La découverte des extrémophiles démontre l’adaptabilité extraordinaire des formes de vie primitives sur terre et la justifie que la notion « d’environnement hostile à la vie » soit révisée. Au moins une vie microbienne pourrait prospérer ailleurs dans le système solaire et au-delà, puisque certains des extrémophiles sur terre pourraient prospérer dans des conditions moins difficiles comme celles de Mars, par exemple.

Il y a également une grande variété d’extrémophiles: Chemoautotrophes obtiennent leur énergie de l’oxydation de produits chimiques inorganiques, et pourraient en particulier être adaptés à certaines autres planètes.
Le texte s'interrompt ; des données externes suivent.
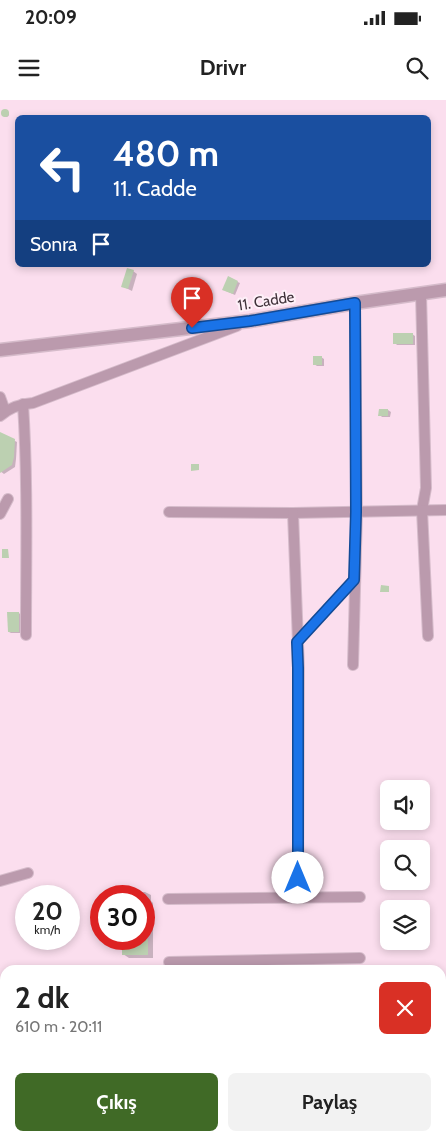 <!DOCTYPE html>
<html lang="tr">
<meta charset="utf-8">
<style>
:root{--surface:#fff;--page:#f2f2f2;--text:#222;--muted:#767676;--accent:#406a26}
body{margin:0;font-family:Cabin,sans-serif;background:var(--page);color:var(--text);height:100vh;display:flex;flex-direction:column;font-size:19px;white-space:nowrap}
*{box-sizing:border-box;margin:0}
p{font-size:16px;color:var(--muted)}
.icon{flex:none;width:28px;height:28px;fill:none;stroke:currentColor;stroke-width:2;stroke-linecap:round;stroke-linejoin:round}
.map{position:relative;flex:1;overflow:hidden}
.side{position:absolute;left:0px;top:865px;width:446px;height:176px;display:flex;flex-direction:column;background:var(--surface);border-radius:15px 15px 0 0;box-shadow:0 2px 8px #0003}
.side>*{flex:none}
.banner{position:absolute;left:15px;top:15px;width:416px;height:152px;border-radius:8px;box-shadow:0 2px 8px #0003;background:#1a4fa0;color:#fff;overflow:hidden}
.buttons{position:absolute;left:380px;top:680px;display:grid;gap:10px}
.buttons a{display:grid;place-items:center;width:50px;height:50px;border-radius:8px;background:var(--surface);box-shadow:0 2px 8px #0003;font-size:25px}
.speed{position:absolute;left:15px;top:785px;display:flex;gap:10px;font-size:25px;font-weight:700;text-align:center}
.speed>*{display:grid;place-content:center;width:65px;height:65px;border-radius:50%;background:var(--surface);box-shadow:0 2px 8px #0003;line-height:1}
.speed small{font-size:12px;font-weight:400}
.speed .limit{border:8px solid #d22;background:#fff;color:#111}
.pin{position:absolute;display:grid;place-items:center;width:42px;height:42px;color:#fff;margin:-51px -21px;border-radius:50% 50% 50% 0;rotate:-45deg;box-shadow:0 0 5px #0007}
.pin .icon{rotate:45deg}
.me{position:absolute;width:55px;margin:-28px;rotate:0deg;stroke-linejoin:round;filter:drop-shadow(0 0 4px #0008)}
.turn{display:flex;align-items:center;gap:18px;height:105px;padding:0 15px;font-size:22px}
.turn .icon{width:65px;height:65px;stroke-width:2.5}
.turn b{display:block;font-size:35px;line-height:42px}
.then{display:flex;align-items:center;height:48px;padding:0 15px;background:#0003;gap:10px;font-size:19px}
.round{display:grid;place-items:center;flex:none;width:52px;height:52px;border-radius:8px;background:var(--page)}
.overview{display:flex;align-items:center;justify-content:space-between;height:85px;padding:0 15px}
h1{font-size:30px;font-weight:700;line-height:38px}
.action{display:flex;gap:10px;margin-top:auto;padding:10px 15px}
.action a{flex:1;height:58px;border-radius:8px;background:var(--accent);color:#fff;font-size:20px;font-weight:700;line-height:58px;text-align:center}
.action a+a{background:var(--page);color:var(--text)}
.status{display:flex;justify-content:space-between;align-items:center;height:35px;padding:0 25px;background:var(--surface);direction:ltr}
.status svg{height:14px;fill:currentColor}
header{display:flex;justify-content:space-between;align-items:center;height:65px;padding:0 15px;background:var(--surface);font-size:22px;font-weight:700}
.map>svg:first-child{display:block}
.shadow{fill:#0003}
.building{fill:#bcd0b1}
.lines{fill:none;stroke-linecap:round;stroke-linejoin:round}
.minor-casing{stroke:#d5bbca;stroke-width:12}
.tertiary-casing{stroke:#d5bbca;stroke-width:15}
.minor{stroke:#bb9aad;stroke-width:10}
.tertiary{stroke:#bb9aad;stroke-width:12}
.route-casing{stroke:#114b97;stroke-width:12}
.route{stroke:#1a73e8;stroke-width:9}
.labels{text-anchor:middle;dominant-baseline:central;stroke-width:4;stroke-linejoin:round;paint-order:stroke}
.street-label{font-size:15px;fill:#3f3139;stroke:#fef0f8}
</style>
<div class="status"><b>20:09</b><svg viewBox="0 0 49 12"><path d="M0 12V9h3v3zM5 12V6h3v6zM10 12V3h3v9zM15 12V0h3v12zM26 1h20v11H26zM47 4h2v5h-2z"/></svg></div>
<header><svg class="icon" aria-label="menu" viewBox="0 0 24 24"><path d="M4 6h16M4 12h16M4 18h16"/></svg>Drivr<svg class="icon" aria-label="search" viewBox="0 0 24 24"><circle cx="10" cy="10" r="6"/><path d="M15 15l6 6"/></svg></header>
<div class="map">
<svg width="446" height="1041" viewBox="0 0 446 1041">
<rect width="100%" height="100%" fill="#fbdeee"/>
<!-- shadow -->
<g class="shadow">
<circle cx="6" cy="14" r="3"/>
<path d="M133,171l4,3 -5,17 -10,-5z"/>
<path d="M228,178l12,5 -5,12 -9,-4z"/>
<path d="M412,234l3,2v9h-18l-2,-2z"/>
<path d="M321,257l3,2v7h-7l-3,-2z"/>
<path d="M380,310h8l3,2 -1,5h-8l-2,-2z"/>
<path d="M0,334h1l16,8 -1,17 -1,8 -11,7 -4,-3z"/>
<path d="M19,513l2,2v18h-10l-2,-1z"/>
<path d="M123,792h22l6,3v6l2,2v55h-24l-6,-4v-15h21v-43h-21z"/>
</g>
<!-- building -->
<g class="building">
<circle cx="5" cy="13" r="4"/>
<path d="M127,168l7,2 -6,19 -7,-2z"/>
<path d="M228,176l10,5 -5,13 -11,-4z"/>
<rect x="393" y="233" width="20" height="11"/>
<rect x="313" y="256" width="9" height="9"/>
<path d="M379,309h9v7h-10z"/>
<path d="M0,332l15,7 -1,18 -2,8 -12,8z"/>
<path d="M191,364h8v6l-8,1z"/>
<path d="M2,449h6l1,9h-7z"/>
<path d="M381,485l8,1v6h-9z"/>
<path d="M7,512h12v20h-11z"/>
<rect x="122" y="839" width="26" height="16"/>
</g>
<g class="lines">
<!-- minor casing -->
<g class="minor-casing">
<g id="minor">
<path d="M421,194l5,194 -4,22 6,126"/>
<path d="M0,297l5,14"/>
<path d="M23,304c5,77 3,154 3,231"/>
<path d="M0,316c9,-8 21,-12 33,-13l204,-77"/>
<path d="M169,412l124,1 153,-3"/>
<path d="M293,413l6,156 -1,228"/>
<path d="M0,414l8,-15"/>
<path d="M297,542l57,-62"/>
<path d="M353,565l4,-154 -2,-208"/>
<path d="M0,781l28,-8"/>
<path d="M168,799l192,-2"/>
<path d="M169,862l191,-4"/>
<path d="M441,924h5"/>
<path d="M192,1036l3,5"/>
<path d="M364,1036v5"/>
<path d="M429,1036v5"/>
</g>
</g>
<!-- tertiary casing -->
<g class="tertiary-casing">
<path id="tertiary" d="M0,250l250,-29 105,-18 91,-13"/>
</g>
<!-- minor -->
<use href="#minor" class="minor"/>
<!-- tertiary -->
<use href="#tertiary" class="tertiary"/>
</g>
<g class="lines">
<!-- route casing -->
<g class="route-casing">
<path id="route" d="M192,228l58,-7 105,-18 1,209 -2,68 -57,62 1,26v210"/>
</g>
<!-- route -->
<use href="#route" class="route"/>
</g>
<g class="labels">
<!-- street labels -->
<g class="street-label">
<text transform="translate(266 201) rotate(-9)">11. Cadde</text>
</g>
</g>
</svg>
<div class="buttons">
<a><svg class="icon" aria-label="sound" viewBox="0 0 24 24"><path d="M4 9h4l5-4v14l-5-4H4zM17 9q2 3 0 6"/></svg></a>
<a><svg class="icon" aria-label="search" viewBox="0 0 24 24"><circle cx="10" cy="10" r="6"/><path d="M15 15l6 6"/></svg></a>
<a><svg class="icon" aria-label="layers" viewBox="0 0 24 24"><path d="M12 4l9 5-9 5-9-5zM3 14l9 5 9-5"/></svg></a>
</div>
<div class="speed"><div>20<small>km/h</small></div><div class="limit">30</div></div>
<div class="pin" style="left:192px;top:228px;background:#d93025"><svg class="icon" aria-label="arrive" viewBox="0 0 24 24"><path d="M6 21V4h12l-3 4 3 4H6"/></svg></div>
<svg class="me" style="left:298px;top:778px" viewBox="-20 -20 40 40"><circle r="19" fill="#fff"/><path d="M0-13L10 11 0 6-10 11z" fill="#1a73e8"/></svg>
<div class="banner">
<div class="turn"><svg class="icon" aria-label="left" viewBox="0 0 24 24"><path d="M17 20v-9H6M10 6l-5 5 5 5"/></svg><div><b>480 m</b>11. Cadde</div></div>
<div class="then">Sonra<svg class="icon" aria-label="arrive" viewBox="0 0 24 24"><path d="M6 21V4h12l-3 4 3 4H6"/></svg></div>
</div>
<section class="side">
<div class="overview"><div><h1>2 dk</h1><p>610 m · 20:11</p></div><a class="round" style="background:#d93025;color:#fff"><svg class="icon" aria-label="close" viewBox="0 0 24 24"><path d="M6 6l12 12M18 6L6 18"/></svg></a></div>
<div class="action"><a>Çıkış</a><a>Paylaş</a></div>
</section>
</div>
Le Thiobacille vit en oydant le souffre en acide sulfurique. D’autres variétés oxydent l’hydrogène, et produisent ainsi leur propre eau. D’autres convertissent des nitrites en nitrates. Le Ferrobacille pratique l’oxydation très inefficace du fer, de sorte que cet organisme doive avoir mis au point une certaine méthode ingénieuse restant à comprendre pour amplifier sa faible absorption d’énergie vers les niveaux élevés requis pour composer ses produits chimiques essentiels tels que l’adénosine triphosphate.

Certaines espèces ont une tolérance extrême à l’acidité ou l’alcalinité. Le Thiobacille est heureux dans les solutions contenant 3% d’acide sulfurique, alors que d’autres types de bactéries ont été trouvés dans la saumure saturée du Grand Lac Salé en Utah et dans un bassin glacial en Antarctique contenant 33% de chlorure du calcium. Certaines bactéries survivent à des pressions énormes, jusqu’à 10 tonnes/cm², alors que les basses pressions semblent pas les déranger du tout, du moment que l’eau liquide est présente. D’autres, par exemple Deinococcus radiodurans, ont été trouvés prospérant dans les étangs de refroidissement radioactifs où des futs de déchets de réacteurs nucléaires sont entreposés.